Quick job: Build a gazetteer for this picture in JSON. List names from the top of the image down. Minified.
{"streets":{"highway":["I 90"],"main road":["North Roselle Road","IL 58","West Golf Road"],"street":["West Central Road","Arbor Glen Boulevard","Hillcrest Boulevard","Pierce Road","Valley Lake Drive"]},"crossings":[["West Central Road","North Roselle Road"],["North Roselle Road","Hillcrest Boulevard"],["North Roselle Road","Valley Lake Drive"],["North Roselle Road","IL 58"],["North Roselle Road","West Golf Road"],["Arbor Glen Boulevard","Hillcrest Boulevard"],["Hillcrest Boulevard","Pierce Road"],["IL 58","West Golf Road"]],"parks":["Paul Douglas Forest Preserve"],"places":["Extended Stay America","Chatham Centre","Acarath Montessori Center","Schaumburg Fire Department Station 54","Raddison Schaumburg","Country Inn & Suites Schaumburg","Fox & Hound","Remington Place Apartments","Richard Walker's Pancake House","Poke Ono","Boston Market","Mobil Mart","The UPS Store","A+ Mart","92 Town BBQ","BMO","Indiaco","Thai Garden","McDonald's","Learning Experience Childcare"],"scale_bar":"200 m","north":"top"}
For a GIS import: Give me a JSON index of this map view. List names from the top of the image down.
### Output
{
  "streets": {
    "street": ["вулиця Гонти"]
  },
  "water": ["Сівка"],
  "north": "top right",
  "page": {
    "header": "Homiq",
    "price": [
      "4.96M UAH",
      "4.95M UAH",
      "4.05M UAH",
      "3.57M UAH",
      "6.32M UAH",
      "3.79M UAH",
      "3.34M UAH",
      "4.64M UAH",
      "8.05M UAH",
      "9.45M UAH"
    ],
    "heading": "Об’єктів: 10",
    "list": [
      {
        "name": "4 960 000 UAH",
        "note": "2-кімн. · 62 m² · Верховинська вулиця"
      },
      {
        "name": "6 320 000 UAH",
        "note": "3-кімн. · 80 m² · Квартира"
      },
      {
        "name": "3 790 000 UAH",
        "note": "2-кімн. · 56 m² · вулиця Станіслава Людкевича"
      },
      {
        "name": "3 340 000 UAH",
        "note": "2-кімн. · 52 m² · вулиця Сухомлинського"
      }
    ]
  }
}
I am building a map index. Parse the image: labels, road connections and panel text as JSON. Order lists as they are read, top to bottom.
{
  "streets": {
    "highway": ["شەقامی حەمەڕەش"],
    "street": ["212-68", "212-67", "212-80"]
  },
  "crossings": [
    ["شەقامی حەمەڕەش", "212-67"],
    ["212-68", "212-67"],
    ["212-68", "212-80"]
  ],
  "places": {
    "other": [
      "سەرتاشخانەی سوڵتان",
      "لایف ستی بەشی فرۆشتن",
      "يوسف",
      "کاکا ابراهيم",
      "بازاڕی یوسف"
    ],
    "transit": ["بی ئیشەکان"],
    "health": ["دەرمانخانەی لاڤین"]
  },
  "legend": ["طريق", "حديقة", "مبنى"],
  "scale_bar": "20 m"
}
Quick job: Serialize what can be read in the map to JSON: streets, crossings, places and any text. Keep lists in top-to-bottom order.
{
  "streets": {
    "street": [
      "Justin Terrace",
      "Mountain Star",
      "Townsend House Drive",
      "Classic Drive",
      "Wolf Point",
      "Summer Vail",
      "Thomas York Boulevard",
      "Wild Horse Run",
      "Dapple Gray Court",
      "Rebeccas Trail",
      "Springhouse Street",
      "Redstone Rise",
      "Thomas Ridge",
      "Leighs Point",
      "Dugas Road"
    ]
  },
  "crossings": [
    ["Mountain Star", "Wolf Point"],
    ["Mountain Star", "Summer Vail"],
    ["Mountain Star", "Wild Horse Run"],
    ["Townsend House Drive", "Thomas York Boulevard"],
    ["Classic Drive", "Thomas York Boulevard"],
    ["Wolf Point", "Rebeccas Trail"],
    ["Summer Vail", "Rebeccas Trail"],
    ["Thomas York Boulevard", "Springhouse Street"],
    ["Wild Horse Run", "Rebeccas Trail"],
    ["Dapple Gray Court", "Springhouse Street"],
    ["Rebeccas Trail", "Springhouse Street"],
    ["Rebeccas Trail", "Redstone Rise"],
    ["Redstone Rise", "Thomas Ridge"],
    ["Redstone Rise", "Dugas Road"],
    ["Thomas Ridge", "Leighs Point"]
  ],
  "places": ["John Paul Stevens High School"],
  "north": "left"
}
========
### What you need to do
Go through the records and pull out each line that includes the word "حەمەڕەش".

### Expected answer
    "highway": ["شەقامی حەمەڕەش"],
    ["شەقامی حەمەڕەش", "212-67"],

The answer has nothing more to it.